Horta et al. (2022) focus on a sample of 7158 academics from many countries and disciplines, with at least an international publication in the time frame 2010–2016. Rather than scientific productivity or impact, they compare creativeness, innovativeness, and willingness to change research topics of mobile academics, homegrown academics (those spending their entire career in a single institution), and silver-cord academics (those moving only once and then get back to their original institution). Homegrown academics are found to be less innovative, ambitious and adaptable than mobile ones, with silver-corded academics lying somewhere in between.

Specific disciplines

Dubois et al. (2014) concentrate on 32,574 mathematicians from all over the world active in the time period 1984–2006. They draw a number of conclusions. The productivity of mathematicians does not seem to decline significantly with age. On the other hand, there is a substantial attrition rate (i.e., mathematicians that stop publishing) at any age. International mobility after PhD is found to be a rather weak phenomenon, and much more symmetric than expected, both in terms of quantity and “quality” of mathematicians who change countries. However, it is found to be beneficial, with future scientific production increasing with each move. Larger departments are determined to improve individual productivity. Collaborations, on the other hand, are found to be beneficial only if they are among authors from different specialties (within the field of mathematics).

Albarran et al. (2017) focus on a sample of 2605 highly productive economists taken from the faculty members working in 2007 in the top 81 economics departments worldwide (according to the Econphd-2004 university ranking). Of the selected departments, 52 are in the US, 22 in EU member countries, 4 in Canada, 2 in Israel and 1 in China. The authors observe a clear “funneling effect” whereby highly productive researchers are attracted towards the US. The dominance of US institutions in the field of economics, with a world share output of 75.6%, is quite marked, whereas the world share output of researchers born in the US is set at a lower 51.8%. This suggests that a relevant fraction of the research output of US institutions may be due to migrant scientists.

Deville et al. (2014) focus on the institution-level mobility of 2725 physicists who started their career between 1950 and 1980 and enjoyed a high career longevity (i.e., they published for at least 20 years without any interruption exceeding 5 years). They find that movements are common, yet infrequent: most researchers move only once or twice, usually in the early stages of their career. They also report that geography plays an important role, with most detected movements being local ones, and movements to faraway locations becoming rarer as distances increase. A high degree of stratification is also observed: researchers from elite institutions are most likely to move to other elite institutions, whereas authors from lower-rank institutions are more likely to move to places with similar rank. When cross-group movements occur, they are usually only associated with modest changes in individual research impact.
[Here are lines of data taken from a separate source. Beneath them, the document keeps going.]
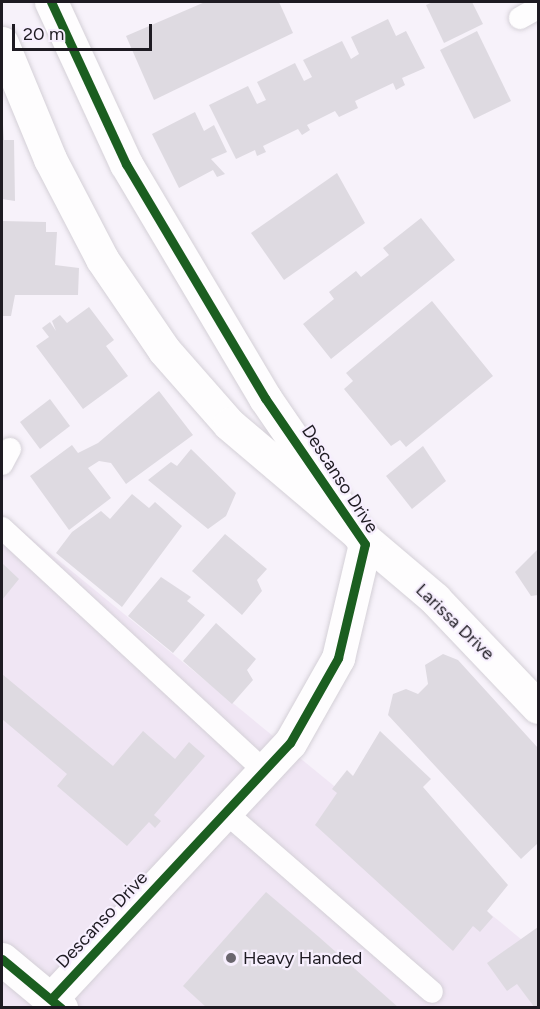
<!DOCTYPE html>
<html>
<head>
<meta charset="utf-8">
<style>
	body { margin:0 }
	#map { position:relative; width:540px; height:1009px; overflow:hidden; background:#f7f2fa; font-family:Figtree,sans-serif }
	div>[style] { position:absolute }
	.commercial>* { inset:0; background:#f0e6f4 }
	.building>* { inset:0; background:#dedae1 }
	.roads { filter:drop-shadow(0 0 2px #d4d0d7) drop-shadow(0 0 2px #d4d0d7) }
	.lane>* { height:22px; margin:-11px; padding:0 11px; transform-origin:11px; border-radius:11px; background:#fefdfe }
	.street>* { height:33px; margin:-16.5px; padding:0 16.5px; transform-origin:16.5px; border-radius:16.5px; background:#fefdfe }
	.primary>* { height:33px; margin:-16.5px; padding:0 16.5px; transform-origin:16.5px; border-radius:16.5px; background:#fefdfe }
	.cycleway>* { height:9px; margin:-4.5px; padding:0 4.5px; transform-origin:4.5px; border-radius:4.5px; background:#1b5e20 }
	.dots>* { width:16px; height:16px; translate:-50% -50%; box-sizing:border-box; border:3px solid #f7effe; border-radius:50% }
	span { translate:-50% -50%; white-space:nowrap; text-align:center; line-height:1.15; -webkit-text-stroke:4.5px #f7effe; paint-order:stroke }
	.street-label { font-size:18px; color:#1e1b22 }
	.poi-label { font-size:18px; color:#1e1b22 }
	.left { translate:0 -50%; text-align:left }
	.frame { position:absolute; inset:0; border:3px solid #1e1b22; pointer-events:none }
	.scale { position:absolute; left:12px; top:24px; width:140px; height:27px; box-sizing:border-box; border:3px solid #1e1b22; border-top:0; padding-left:8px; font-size:18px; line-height:21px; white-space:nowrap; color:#1e1b22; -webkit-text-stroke:4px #f7effe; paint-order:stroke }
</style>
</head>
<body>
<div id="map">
	<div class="commercial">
		<i style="clip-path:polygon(2px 514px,538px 953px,538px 1007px,2px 1007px)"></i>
	</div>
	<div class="building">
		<i style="clip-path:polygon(205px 2px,279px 2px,293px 33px,154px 100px,126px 36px)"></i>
		<i style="clip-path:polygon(433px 2px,472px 2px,483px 24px,444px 43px,426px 5px)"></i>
		<i style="clip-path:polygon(388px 19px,396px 36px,406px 31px,425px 68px,402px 78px,405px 85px,396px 90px,393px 83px,355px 101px,358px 108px,339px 117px,335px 111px,307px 125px,310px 130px,302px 135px,298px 129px,263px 146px,266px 152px,257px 156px,255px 150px,236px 159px,209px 105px,248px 86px,257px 104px,266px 100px,257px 82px,295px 63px,304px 81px,312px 77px,303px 60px,342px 41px,351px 59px,359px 54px,351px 37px)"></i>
		<i style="clip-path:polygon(477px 31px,511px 101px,474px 119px,440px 50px)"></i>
		<i style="clip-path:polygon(2px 109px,4px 140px,14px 140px,15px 201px,2px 199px)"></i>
		<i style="clip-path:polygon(195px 112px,204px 131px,214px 125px,227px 152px,211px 159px,225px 174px,217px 177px,213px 170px,179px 188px,152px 134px)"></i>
		<i style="clip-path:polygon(337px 173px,365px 223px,284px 280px,251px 233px)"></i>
		<i style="clip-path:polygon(421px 218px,455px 260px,331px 359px,303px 324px,334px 299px,329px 292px,356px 271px,361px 277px,389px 255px,383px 248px)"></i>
		<i style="clip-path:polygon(2px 221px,46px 222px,46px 232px,57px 232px,55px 265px,79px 268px,78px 295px,15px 295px,11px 316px,2px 316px)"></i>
		<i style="clip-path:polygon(432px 301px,493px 376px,406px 447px,400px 440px,391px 446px,344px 389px,353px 381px,346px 373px)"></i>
		<i style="clip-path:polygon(89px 307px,114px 340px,106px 346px,128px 376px,83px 409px,36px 346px,49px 337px,42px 328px,50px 322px,56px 331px,52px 321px,60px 315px,67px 323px)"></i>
		<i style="clip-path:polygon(159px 391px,193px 435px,126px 484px,111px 463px,99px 461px,88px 468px,111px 498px,69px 530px,30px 476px,72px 445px,78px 453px,98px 443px)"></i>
		<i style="clip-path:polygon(50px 399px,70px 426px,40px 449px,20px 422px)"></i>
		<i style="clip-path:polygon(423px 446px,446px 481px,412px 509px,386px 476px)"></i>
		<i style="clip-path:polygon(191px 449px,236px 493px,226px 516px,208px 529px,148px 480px,171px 462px,177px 466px)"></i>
		<i style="clip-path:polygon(132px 494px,149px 508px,155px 502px,182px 526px,122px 607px,56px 553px,72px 532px,101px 511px,110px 519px)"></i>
		<i style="clip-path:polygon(225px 534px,267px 569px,257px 580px,262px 591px,242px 615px,192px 571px)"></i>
		<i style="clip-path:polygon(538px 549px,538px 595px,531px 596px,515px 572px)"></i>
		<i style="clip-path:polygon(2px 563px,19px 579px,2px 600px)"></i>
		<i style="clip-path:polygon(161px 577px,191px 597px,187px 601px,205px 615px,173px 653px,128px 616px)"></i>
		<i style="clip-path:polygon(216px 623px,256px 659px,247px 670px,253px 680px,232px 704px,183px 661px)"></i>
		<i style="clip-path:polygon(443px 654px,458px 660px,538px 748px,538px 843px,521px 859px,388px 715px,393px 694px,406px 689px,418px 694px,428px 684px,425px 665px)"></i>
		<i style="clip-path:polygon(2px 674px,113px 766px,143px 731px,175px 759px,189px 742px,205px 756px,154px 815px,161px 821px,155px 828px,149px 822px,127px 846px,57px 786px,67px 774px,2px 719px)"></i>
		<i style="clip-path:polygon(380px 731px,431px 779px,423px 787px,508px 885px,487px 911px,493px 917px,480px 932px,473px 926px,453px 951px,315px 825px,337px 793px,332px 789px,347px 770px,353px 776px)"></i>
		<i style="clip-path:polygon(266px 892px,319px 937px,399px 1008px,207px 1008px,183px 986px)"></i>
		<i style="clip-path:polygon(538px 927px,538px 1008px,535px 1008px,517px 984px,507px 991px,487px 963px)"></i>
	</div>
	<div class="roads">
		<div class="lane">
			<i style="left:520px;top:18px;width:21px;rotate:-29deg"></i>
			<i style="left:2px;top:464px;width:17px;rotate:-62deg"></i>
			<i style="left:2px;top:528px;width:357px;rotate:42.8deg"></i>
			<i style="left:225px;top:812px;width:274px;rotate:41deg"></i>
		</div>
		<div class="street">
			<i style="left:2px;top:43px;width:126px;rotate:67.5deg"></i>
			<i style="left:50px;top:159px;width:113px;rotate:62.5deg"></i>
			<i style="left:102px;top:259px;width:110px;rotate:55.7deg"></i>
			<i style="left:164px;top:350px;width:98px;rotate:48.7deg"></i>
			<i style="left:229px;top:424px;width:270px;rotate:40.3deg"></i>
			<i style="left:435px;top:599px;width:149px;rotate:46.4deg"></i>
			<i style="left:51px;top:999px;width:350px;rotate:-47deg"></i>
			<i style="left:290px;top:743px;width:98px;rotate:-60.5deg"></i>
			<i style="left:338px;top:658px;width:117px;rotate:-76.7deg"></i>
			<i style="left:365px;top:544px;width:177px;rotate:-124.4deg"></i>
			<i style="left:265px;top:398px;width:272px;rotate:-120.7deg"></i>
			<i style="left:126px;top:164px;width:179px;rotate:-114.8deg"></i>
		</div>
		<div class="primary">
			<i style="left:2px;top:959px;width:77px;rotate:39.7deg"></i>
		</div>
	</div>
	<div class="cycleway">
		<i style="left:2px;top:959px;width:77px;rotate:39.7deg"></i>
		<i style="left:51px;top:999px;width:350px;rotate:-47deg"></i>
		<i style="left:290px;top:743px;width:98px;rotate:-60.5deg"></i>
		<i style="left:338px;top:658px;width:117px;rotate:-76.7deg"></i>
		<i style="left:365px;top:544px;width:177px;rotate:-124.4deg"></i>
		<i style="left:265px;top:398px;width:272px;rotate:-120.7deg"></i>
		<i style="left:126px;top:164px;width:179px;rotate:-114.8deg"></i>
	</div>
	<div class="dots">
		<i style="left:231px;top:958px;background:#6a666e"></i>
	</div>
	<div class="street-label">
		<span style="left:340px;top:479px;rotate:57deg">Descanso Drive</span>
		<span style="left:455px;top:622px;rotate:44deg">Larissa Drive</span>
		<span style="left:102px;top:920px;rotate:-47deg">Descanso Drive</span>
	</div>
	<div class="poi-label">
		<span class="left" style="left:243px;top:958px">Heavy Handed</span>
	</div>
	<div class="frame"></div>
	<div class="scale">20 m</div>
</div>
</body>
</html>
Petersen (2018) concentrate on 26,170 researchers, active between 1989 and 2009, who have at least 10 publications in journals edited by the American Physical Society. In particular, they take into considerations, for each mobility event in a researcher’s career, the five years before and the five years after the event. By applying statistical matching methods that pair mobile researchers with non-mobile ones that are similar in research profile attributes prior the mobility event, they find that researchers’ mobility has a significant positive effect on citation impact and increases diversity in research topics and collaborations.

Mobility for selected countries

Mobility in European countries is addressed by Cañibano et al. (2020) that analyze the link between international mobility and career advancement for a sample of 1995 European researchers. The authors report that international visits of 3 to 6 months are the most common form of mobility. International mobility is more likely to be associated with a change of employer in the early stages of a researcher’s career. Career advancements occur in relation to mobility events only in about 15% of all cases. Prior mobility is found to be strongly associated with career advancement in the early career stages, while return mobility is associated with career advancement in later career stages.

Most of the other works focus on specific countries. Aksnes et al. (2013), for instance, concentrate on 11,465 Norwegian scientists from all fields of research. First, they remark that immobility is the normal case, with only a minority of authors working for two or more institutions during their career. They find that domestic mobility seems to have only a small impact on publication and citation rates, while the benefits of international mobility appear more marked. The authors remark that their study proves no cause-effect relationship with regards to the correlation between mobility and scientific productivity.

A multidisciplinary study is also presented by Horta et al. (2019) that investigate both educational and career mobility for researchers based in Hong Kong and Macau. Their analysis is based on data collected from an online questionnaire live between December 2015 and February 2016, and includes 408 authors. The main conclusion is that although mobility has mostly positive effects on research output, the association is complex and nuanced. In particular, the relation between mobility and productivity seems to be non-linear (i.e., beneficial only up to a certain mobility threshold). Jobs outside of academia may decrease the number of publications, but increase the chances of publishing in top-tier journals. Transnational educational mobility, while providing some advantages, is not essential. Transnational career mobility seems to be more important for academics in STEM fields than for those in non-STEM fields. Caveats include the lack of accurate information about the duration and location of the mobilities investigated, and the fact that the analysis is correlational rather than causal.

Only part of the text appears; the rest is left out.